Letters to the Editor, Dec. 21

Fifth Avenue falls short on COVID steps
Saturday night two friends and I went for dinner and a show at the Sugden. This was my first evening on Fifth Avenue in well over a year. It will also be my last evening on Fifth Avenue for the foreseeable future.
Neither the Sugden nor the restaurant did anything with respect to the COVID pandemic; no masking, no social distancing and no checking for vaccine status. The restaurant was crowded with few masks in sight and the same was true for the Sugden.
I am fully vaccinated including a booster, but I might still be a COVID carrier and am unwilling to risk a break-through infection. As much as I’ve enjoyed Fifth Avenue in the past, I can and will live without it until steps are taken to protect the public from COVID.
The politicization of vaccines flies in the face of science.
David Goldstein, Naples
Naples Pier fishing rules not helpful
No fishing on Sundays at the Pier is ridiculous. That is when families can fish, fathers and their children.
I heard it was going to be no Wednesdays. As for no fishing at night, that doesn't help the pelicans. They are asleep in the trees at night.
New candidates and present City Council members all say they want to preserve the quality of life in our unique community. This decision is not doing that.
Susan H. Earl, Naples
A time for goodwill, mutual respect
For a few days, at least, let’s set aside our political, social and religious differences to celebrate our national holy day of communal affection, human warmth and fellowship.

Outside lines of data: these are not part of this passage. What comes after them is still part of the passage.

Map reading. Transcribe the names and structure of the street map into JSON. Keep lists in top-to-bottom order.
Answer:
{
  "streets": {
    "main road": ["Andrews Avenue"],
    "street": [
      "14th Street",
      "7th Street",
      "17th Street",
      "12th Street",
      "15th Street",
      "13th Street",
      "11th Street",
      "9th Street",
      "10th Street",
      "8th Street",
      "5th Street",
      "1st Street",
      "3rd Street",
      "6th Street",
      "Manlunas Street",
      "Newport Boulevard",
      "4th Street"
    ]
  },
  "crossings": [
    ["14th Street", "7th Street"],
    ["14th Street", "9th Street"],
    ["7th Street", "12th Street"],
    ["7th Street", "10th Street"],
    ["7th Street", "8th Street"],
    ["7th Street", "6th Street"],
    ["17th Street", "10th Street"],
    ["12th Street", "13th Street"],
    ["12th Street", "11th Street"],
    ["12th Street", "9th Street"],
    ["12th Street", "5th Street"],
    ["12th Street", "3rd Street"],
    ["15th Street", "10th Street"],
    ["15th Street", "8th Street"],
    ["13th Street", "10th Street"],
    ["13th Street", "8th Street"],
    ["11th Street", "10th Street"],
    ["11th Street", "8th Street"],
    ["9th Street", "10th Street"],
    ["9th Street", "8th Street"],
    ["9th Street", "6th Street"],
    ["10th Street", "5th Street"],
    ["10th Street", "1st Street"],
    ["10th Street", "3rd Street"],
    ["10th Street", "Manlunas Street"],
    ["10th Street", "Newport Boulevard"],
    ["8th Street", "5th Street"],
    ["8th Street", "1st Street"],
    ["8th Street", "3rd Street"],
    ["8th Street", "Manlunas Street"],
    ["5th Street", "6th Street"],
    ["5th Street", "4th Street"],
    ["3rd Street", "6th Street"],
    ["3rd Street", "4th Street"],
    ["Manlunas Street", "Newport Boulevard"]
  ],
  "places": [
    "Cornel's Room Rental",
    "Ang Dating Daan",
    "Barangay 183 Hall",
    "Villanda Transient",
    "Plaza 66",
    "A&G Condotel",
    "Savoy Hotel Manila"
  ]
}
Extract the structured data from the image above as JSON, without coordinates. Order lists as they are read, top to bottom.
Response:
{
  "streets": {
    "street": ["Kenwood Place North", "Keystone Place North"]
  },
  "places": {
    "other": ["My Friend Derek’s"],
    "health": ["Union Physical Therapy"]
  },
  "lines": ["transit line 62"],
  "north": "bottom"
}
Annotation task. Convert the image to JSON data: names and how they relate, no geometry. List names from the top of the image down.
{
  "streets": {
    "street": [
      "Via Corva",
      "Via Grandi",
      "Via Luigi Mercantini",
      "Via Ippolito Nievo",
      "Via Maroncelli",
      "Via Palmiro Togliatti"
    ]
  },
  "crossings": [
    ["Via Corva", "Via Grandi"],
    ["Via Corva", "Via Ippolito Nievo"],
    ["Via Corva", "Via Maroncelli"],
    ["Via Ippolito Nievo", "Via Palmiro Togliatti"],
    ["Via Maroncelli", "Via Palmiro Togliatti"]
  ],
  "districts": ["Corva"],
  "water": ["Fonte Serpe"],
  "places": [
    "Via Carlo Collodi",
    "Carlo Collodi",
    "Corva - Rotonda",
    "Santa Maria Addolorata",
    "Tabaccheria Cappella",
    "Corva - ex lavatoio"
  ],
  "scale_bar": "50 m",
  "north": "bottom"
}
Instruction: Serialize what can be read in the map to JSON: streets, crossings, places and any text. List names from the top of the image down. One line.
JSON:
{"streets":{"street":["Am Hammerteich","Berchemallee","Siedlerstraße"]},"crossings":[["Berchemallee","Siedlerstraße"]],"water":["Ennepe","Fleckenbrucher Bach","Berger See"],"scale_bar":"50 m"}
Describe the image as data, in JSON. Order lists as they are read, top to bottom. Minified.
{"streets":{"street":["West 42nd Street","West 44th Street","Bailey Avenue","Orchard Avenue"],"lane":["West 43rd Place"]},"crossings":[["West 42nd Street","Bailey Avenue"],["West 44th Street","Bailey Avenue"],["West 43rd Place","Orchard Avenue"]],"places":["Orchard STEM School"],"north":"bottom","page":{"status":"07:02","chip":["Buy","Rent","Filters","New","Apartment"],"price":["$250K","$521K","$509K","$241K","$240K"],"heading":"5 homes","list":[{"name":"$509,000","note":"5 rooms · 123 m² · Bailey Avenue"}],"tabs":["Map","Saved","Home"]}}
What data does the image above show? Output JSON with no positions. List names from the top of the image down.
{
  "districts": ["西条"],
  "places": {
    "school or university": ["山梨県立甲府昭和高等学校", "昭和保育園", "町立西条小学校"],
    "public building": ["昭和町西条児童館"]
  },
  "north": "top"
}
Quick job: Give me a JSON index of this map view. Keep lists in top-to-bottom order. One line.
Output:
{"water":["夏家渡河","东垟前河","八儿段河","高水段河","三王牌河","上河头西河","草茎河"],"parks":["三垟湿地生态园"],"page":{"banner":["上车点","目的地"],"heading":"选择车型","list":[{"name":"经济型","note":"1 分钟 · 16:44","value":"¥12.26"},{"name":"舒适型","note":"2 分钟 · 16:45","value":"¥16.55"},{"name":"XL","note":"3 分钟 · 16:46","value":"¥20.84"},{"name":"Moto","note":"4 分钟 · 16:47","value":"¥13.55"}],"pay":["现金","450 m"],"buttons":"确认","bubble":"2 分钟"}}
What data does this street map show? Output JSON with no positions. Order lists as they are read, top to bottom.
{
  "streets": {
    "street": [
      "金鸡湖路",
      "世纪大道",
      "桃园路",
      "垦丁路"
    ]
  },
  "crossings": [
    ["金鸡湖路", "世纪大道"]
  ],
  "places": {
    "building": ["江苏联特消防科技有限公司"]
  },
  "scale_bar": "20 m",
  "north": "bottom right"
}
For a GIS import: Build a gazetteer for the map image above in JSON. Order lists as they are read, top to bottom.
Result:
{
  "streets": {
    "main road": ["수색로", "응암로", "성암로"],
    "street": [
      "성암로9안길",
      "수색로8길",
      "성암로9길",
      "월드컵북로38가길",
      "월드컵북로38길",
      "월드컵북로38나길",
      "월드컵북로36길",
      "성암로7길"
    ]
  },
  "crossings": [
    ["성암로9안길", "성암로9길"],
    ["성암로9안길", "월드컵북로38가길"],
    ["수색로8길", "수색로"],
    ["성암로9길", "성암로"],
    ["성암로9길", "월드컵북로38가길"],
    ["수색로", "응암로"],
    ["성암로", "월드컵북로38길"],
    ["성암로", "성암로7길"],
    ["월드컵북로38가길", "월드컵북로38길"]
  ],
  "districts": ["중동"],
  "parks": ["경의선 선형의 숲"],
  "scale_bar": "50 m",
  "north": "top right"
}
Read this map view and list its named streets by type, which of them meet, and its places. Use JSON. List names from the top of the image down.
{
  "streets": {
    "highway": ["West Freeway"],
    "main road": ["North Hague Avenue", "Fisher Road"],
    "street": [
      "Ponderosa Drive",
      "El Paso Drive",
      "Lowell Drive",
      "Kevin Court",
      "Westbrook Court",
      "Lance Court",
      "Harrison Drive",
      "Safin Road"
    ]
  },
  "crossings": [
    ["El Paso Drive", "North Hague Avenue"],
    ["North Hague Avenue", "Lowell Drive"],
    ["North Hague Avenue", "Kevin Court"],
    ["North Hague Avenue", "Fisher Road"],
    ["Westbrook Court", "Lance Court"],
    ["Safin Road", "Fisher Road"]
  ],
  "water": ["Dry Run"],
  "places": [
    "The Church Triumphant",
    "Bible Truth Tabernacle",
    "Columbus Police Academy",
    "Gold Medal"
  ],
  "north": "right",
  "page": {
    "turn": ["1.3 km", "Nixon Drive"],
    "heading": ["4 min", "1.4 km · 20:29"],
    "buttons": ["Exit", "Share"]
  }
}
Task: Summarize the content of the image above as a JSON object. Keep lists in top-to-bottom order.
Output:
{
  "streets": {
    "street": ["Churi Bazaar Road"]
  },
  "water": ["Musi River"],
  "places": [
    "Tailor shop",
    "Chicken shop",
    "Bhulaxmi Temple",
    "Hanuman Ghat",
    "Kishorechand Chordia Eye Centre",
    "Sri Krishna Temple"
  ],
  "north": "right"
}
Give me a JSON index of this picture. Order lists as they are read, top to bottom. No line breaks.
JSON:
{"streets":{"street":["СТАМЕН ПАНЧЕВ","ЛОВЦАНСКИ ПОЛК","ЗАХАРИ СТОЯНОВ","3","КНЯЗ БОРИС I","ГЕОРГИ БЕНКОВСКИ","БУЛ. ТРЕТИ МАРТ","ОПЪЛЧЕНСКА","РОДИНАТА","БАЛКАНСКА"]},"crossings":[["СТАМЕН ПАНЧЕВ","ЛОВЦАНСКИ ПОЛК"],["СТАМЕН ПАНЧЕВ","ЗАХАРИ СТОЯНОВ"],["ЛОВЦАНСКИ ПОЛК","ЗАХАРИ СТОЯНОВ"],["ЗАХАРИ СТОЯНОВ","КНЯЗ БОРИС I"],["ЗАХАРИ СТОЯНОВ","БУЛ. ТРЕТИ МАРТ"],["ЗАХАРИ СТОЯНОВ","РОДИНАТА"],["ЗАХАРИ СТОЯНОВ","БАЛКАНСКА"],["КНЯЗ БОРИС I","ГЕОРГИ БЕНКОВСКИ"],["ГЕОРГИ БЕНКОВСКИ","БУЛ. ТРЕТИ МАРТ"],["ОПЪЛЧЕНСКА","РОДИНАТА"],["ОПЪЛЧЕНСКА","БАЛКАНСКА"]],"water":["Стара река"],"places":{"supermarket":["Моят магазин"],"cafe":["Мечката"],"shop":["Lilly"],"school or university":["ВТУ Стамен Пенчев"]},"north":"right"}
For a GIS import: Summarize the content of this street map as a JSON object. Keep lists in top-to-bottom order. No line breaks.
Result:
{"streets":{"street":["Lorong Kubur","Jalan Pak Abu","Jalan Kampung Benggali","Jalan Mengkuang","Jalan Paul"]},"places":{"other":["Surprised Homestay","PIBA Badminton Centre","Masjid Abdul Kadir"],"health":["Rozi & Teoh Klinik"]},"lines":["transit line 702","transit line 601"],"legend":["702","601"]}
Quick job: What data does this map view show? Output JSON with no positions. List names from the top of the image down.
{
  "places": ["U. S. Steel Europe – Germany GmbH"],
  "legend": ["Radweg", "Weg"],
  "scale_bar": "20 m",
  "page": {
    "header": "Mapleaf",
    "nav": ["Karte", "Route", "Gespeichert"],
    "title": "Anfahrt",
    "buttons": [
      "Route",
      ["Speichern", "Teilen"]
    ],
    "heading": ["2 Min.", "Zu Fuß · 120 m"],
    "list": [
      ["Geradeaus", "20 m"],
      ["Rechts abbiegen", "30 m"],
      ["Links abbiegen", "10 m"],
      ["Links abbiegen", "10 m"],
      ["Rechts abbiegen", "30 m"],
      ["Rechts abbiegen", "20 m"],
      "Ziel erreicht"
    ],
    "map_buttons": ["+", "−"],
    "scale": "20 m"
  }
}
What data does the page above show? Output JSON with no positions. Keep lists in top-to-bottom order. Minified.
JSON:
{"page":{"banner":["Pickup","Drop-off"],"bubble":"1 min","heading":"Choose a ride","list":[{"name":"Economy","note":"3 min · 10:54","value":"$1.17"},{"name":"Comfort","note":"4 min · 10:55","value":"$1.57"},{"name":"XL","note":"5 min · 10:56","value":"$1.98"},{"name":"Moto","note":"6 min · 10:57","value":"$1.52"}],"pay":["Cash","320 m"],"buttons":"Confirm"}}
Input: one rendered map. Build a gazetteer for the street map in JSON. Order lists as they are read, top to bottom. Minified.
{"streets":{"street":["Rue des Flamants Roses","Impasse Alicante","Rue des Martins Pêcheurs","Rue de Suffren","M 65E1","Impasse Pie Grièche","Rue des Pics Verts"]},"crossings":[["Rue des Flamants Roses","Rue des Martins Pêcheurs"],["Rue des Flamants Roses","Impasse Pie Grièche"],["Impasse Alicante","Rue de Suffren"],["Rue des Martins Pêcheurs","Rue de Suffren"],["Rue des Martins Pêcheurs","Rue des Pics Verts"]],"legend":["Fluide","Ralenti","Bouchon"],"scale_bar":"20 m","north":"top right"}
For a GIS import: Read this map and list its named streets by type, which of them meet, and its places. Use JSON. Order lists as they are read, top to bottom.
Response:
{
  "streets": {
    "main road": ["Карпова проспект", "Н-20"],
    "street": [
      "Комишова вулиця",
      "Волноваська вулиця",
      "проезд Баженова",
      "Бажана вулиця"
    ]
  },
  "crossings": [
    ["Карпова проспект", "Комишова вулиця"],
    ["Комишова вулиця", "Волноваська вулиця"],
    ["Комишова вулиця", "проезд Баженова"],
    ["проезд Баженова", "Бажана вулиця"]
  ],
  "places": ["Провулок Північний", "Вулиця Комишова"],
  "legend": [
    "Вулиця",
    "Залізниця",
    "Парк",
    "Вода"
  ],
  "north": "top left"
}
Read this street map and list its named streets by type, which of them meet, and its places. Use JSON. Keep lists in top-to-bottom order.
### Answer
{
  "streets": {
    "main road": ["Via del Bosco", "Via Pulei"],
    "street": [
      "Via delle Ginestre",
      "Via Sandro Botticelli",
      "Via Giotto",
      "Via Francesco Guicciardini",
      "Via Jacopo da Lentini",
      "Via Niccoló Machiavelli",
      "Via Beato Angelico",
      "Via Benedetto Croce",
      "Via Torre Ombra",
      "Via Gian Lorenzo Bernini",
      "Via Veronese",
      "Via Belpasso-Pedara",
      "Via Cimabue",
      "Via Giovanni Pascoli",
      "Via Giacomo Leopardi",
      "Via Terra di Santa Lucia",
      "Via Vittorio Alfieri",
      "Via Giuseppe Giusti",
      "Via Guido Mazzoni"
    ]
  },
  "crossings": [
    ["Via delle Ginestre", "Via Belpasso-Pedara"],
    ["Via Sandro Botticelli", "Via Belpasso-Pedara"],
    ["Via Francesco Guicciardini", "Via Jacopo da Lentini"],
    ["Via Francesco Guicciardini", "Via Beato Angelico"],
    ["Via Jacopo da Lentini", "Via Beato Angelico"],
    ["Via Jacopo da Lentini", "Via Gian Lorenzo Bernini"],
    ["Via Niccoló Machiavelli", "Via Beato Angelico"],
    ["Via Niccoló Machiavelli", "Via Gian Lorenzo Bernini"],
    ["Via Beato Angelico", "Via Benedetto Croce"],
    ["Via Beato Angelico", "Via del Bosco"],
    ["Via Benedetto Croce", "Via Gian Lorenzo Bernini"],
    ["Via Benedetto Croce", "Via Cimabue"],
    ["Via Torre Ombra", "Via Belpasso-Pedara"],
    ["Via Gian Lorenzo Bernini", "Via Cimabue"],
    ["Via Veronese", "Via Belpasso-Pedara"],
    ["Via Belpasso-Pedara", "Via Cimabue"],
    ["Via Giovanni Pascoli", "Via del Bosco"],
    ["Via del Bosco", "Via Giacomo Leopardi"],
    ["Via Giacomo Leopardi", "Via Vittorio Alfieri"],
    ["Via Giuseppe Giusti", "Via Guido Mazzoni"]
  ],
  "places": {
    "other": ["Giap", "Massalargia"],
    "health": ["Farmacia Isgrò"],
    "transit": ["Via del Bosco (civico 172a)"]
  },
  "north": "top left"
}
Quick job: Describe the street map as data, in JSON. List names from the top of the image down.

Christmas has become America’s only national holy day (with 'White Christmas' as its official hymn and, for those of us old enough to remember, Bing Crosby as its patron saint). A few days each December, most Americans — regardless of ethnicity, political affiliation, race or religion — take a step back from their ordinary routines, look at their fellow man and utter a prayer for our collective well-being with the phrase 'Merry Christmas' or, for those politically correct, 'Happy Holidays.'
In the fourth century, Christians co-opted the traditional mid-winter festival of Yule (hence the 'Yule log' and 'Yuletide') by identifying Dec. 25, the winter solstice on then contemporary calendars, as Christ’s birth date. Over the millennia, different cultures enhanced the feast. Nineteenth and early twentieth century American and English authors and practices refined the holiday as we know it in popular culture. The advent of Hollywood and mass media (not to mention Hallmark movies) have expanded it into an all-pervasive influence defining the end of the calendar year.
Although some may decry the migration of the holiday from its formal religious roots, it has, in effect, become part of America’s secular religion — as said before, a feast of goodwill, mutual respect and affection one for the other. Isn’t that what Christianity — and, in one form or another, every major religion — is all about?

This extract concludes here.